Y en virtud de dicha estimación parcial se revoca la sentencia de instancia, para dictar otra en su lugar, por la que con estimación parcial del recurso interpuesto por la Asociación Vive el Valle de Corneja contra la Resolución de 20 de marzo de 2023 de la Dirección General de Energía y Minas, Consejería de Economía y Hacienda de la Junta de Castilla y León, por la que se desestimaba el recurso de alzada interpuesto contra la Resolución, de fecha 15 de septiembre de 2022, se declara que la misma no es conforme a derecho, en los términos y con las consecuencias expuestas en el Fundamento de Derecho Sexto de la presente sentencia y todo ello sin expresa imposición de las costas procesales del presente recurso a ninguna de las partes.

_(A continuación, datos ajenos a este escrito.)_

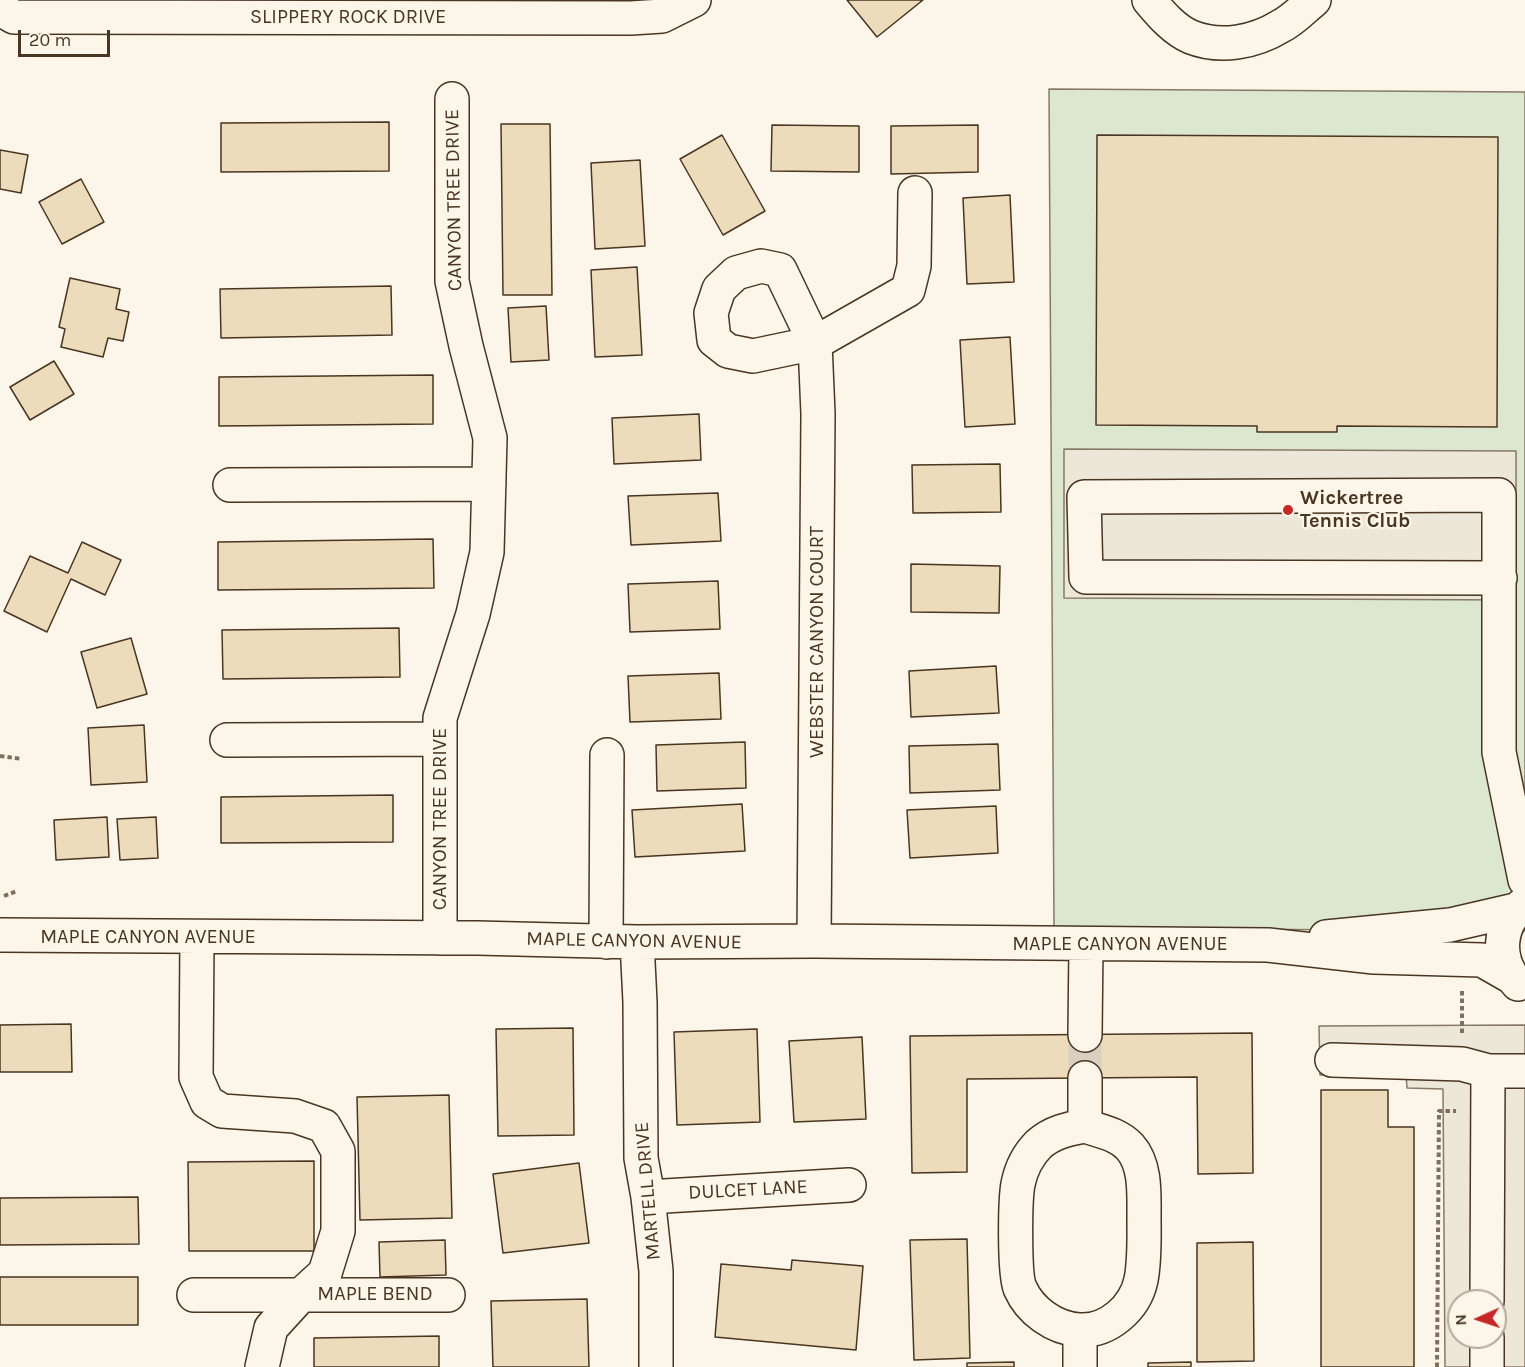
<!DOCTYPE html>
<style>
body{margin:0}
#map{position:relative;width:1525px;height:1367px;overflow:hidden;background:#fbf6e9;font-family:Karla,sans-serif}
canvas{display:block}
.north{position:absolute;left:1447px;top:1289px;width:60px;height:60px;box-sizing:border-box;background:#fbf6e9;border:2px solid #b4a999;border-radius:50%;rotate:267deg;font-size:16px;font-weight:700;line-height:24px;text-align:center;color:#4a3520}
.north::after{content:'';display:block;margin:auto;width:21px;height:27px;background:#c62828;clip-path:polygon(50% 0,100% 100%,50% 72%,0 100%)}
.scale{position:absolute;left:18px;top:30px;width:92px;height:27px;box-sizing:border-box;border:3px solid #4a3520;border-top:0;padding-left:8px;font-size:18px;line-height:21px;white-space:nowrap;color:#4a3520;-webkit-text-stroke:4px #fbf6e9;paint-order:stroke}
</style>
<div id="map">
<canvas width="1525" height="1367"></canvas>
<div class="north">N</div>
<div class="scale">20 m</div>
</div>
<script>
const ctx = document.querySelector('canvas').getContext('2d');
ctx.lineJoin = 'round';
function fillPath(path, color) {
  ctx.fillStyle = color;
  ctx.fill(path, 'evenodd');
}
function stroke(path, color, width, dash) {
  ctx.strokeStyle = color;
  ctx.lineWidth = width;
  ctx.lineCap = dash ? 'butt' : 'round';
  ctx.setLineDash(dash || []);
  ctx.stroke(path);
}
function drawText(font, color, halo, rows, align = 'center') {
  ctx.font = font + ' Karla,sans-serif';
  ctx.lineWidth = 4.5;
  ctx.setLineDash([]);
  ctx.textBaseline = 'middle';
  ctx.strokeStyle = halo;
  ctx.fillStyle = color;
  for (const [text, x, y, turn = 0] of rows) {
    ctx.save();
    ctx.translate(x, y);
    ctx.rotate((+turn || 0) * Math.PI / 180);
    ctx.textAlign = isNaN(turn) ? turn : align;
    if (halo) ctx.strokeText(text, 0, 0);
    ctx.fillText(text, 0, 0);
    ctx.restore();
  }
}
const green = new Path2D(`
 M1049,89L1525,92V931L1054,928Z`);
const parking = new Path2D(`
 M1064,449L1516,451V600L1064,598Z
 M1525,1025V1367H1445L1443,1089L1407,1088L1406,1074L1320,1075L1319,1026ZM1459,1301H1495V1337H1459Z`);
const building = new Path2D(`
 M847,0H923L877,37Z
 M389,122V171L221,172V123Z
 M501,124H550L552,295H503Z
 M772,125L859,126V172L771,171Z
 M978,125V172L891,174V126Z
 M722,135L765,211L723,235L680,159Z
 M1097,135L1498,137L1497,427L1337,426V432H1257V426L1096,425Z
 M0,150L28,155L21,193L0,189Z
 M640,160L645,246L595,249L591,163Z
 M81,179L104,222L62,244L39,202Z
 M1010,195L1014,282L967,284L963,198Z
 M637,267L642,355L595,357L591,270Z
 M70,278L120,289L116,309L129,312L123,341L108,338L103,357L61,347L65,329L59,327Z
 M391,286L392,335L221,338L220,289Z
 M546,306L549,360L511,362L508,308Z
 M1010,337L1015,424L965,427L960,340Z
 M54,361L74,394L30,420L10,387Z
 M433,375V424L219,426V377Z
 M699,414L701,460L614,464L612,418Z
 M1000,464L1001,512L913,513L912,465Z
 M718,493L721,541L631,545L628,496Z
 M433,539L434,588L218,590V542Z
 M82,542L121,560L105,595L71,579L47,632L4,611L30,556L68,573Z
 M911,564L1000,566L999,613L911,612Z
 M718,581L720,629L630,632L628,584Z
 M399,628L400,677L223,679L222,630Z
 M131,638L147,694L97,708L81,652Z
 M996,666L999,713L911,717L909,671Z
 M719,673L721,719L630,722L628,676Z
 M144,725L147,782L91,785L88,728Z
 M745,742L746,788L657,791L656,745Z
 M998,744L1000,790L910,793L909,746Z
 M393,795V842L221,843V797Z
 M742,804L745,851L635,857L632,810Z
 M996,806L998,853L910,858L907,810Z
 M107,817L109,857L56,860L54,820Z
 M156,817L158,858L120,860L117,819Z
 M71,1024L72,1072H0V1025Z
 M573,1028L574,1135L498,1136L496,1029Z
 M757,1029L760,1122L677,1125L674,1032Z
 M1252,1033L1253,1173L1198,1174L1197,1077L967,1079V1172L912,1173L910,1036Z
 M862,1037L866,1119L794,1122L789,1041Z
 M1321,1090H1388V1127H1414V1367H1321Z
 M449,1095L452,1218L360,1220L357,1097Z
 M314,1161V1251H189L188,1162Z
 M579,1163L589,1243L503,1253L493,1174Z
 M138,1197L139,1244L0,1245V1198Z
 M967,1239L970,1358L914,1360L910,1240Z
 M445,1240L446,1275L380,1277L379,1242Z
 M1253,1242L1254,1361L1197,1362V1243Z
 M792,1260L863,1266L856,1350L715,1337L721,1264L791,1270Z
 M0,1277H138V1325H0Z
 M587,1299L589,1367H493L491,1301Z
 M439,1336V1367H314V1338Z
 M1014,1362V1367H967V1363Z
 M1191,1362V1367H1148V1363Z`);
const minorTunnel = new Path2D(`
 M1085,1078V1035`);
const path = new Path2D(`
 M0,756L22,759
 M4,896L17,891
 M1462,1033V990
 M1437,1367L1439,1111H1456`);
const minor = new Path2D(`
 M1149,0C1160,13 1174,30 1191,37C1221,49 1255,42 1281,26C1293,20 1303,9 1314,0
 M0,9L14,17L631,18L662,16L694,0
 M230,485L489,484
 M1500,578L1086,577L1084,497L1499,495V752L1525,880
 M227,740L439,739
 M0,935L477,938L637,942L814,941L1268,945L1374,957L1482,960L1510,976
 M197,937L196,1077L207,1102L222,1111L295,1116L324,1126L338,1151V1231L325,1273L302,1294L271,1328L262,1367
 M1326,937L1450,925L1515,910
 M440,938V718L473,614L487,552L490,438L466,346L452,281V99
 M814,941L818,414L815,343L780,270L761,266L736,273L719,289L711,313L714,340L728,351L753,356L815,343L908,290L914,266L915,193
 M606,942L607,755
 M637,942L640,1002L641,1158L648,1197L656,1271V1367
 M1518,984C1495,959 1498,923 1525,903
 M1085,1035L1086,944
 M1332,1060L1462,1064L1488,1071H1525
 M1085,1126C1100,1131 1118,1134 1130,1147C1146,1165 1144,1194 1144,1217C1144,1238 1145,1259 1141,1280C1135,1308 1108,1332 1079,1330C1054,1328 1030,1311 1020,1288C1014,1274 1015,1200 1018,1184C1021,1169 1029,1154 1039,1144C1053,1132 1068,1129 1085,1126Z
 M1085,1126V1078
 M648,1197L849,1185
 M194,1295H448
 M1487,1301L1488,1071
 M1080,1330V1367
 M1487,1367V1337`);
const markers = [
 [1288,510,6,"#c62828"]
];
const streetNames = [
 ["SLIPPERY ROCK DRIVE",348,17],
 ["CANYON TREE DRIVE",454,200,-91],
 ["WEBSTER CANYON COURT",817,642,-90],
 ["CANYON TREE DRIVE",440,819,-90],
 ["MAPLE CANYON AVENUE",148,937],
 ["MAPLE CANYON AVENUE",634,941,1],
 ["MAPLE CANYON AVENUE",1120,944],
 ["DULCET LANE",748,1190,-3],
 ["MARTELL DRIVE",648,1191,-95],
 ["MAPLE BEND",375,1294]
];
const poiNames = [
 ["Wickertree",1300,498],
 ["Tennis Club",1300,521]
];
fillPath(green, '#dce7d0');
stroke(green, '#887966', 1.5);
fillPath(parking, '#ede7d9');
stroke(parking, '#887966', 1.5);
fillPath(building, '#ecdcbc');
stroke(building, '#4a3520', 1.5);
stroke(minorTunnel, '#d8cfc1', 33, [33, 16]);
stroke(minor, '#4a3520', 36);
stroke(path, '#7f6f5c', 4, [4.5, 3]);
stroke(minor, '#fbf6e9', 33);
for (const [x, y, r, color] of markers) {
  const dot = new Path2D();
  dot.arc(x, y, r, 0, 2 * Math.PI);
  ctx.fillStyle = color;
  ctx.fill(dot);
  stroke(dot, '#fbf6e9', 2);
}
drawText('20px', '#4a3520', '#fbf6e9', streetNames);
drawText('bold 20px', '#4a3520', '#fbf6e9', poiNames, 'left');
</script>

Notifíquese esta resolución a las partes.

Dese el destino legal al depósito constituido.

La presente sentencia es susceptible de recurso de casación ante la Sala de lo Contencioso-Administrativo del Tribunal Supremo y/o ante la Sección de Casación de la Sala de lo Contencioso-Administrativo con sede en el Tribunal Superior de Justicia de Castilla y León, de conformidad con lo previsto en el art. 86.1 y 3 de la LJCA y siempre y cuando el recurso, como señala el art. 88.2 de dicha Ley , presente interés casacional objetivo para la formación de Jurisprudencia; mencionado recurso de casación se preparará ante esta Sala en el plazo de los treinta días siguientes a la notificación de esta sentencia y en la forma señalada en el art. 89.2 de la LJCA , debiendo acompañarse documento acreditativo de haberse ingresado en concepto de depósito la cantidad 50 €; a que se refiere el apartado 3.d) de la Disposición Adicional Decimoquinta de la Ley Orgánica del Poder Judicial introducida por la Ley Orgánica 1/2009, de 3 de noviembre.

Una vez firme esta sentencia, devuélvanse los autos al Juzgado de procedencia con certificación de esta resolución, para su ejecución y cumplimiento, debiendo acusar recibo.

Así por esta nuestra sentencia, lo pronunciamos, mandamos y firmamos los Ilmos. Sres. Magistrados componentes de la Sala al inicio indicados, de todo lo cual, yo el L.A.J., doy fe.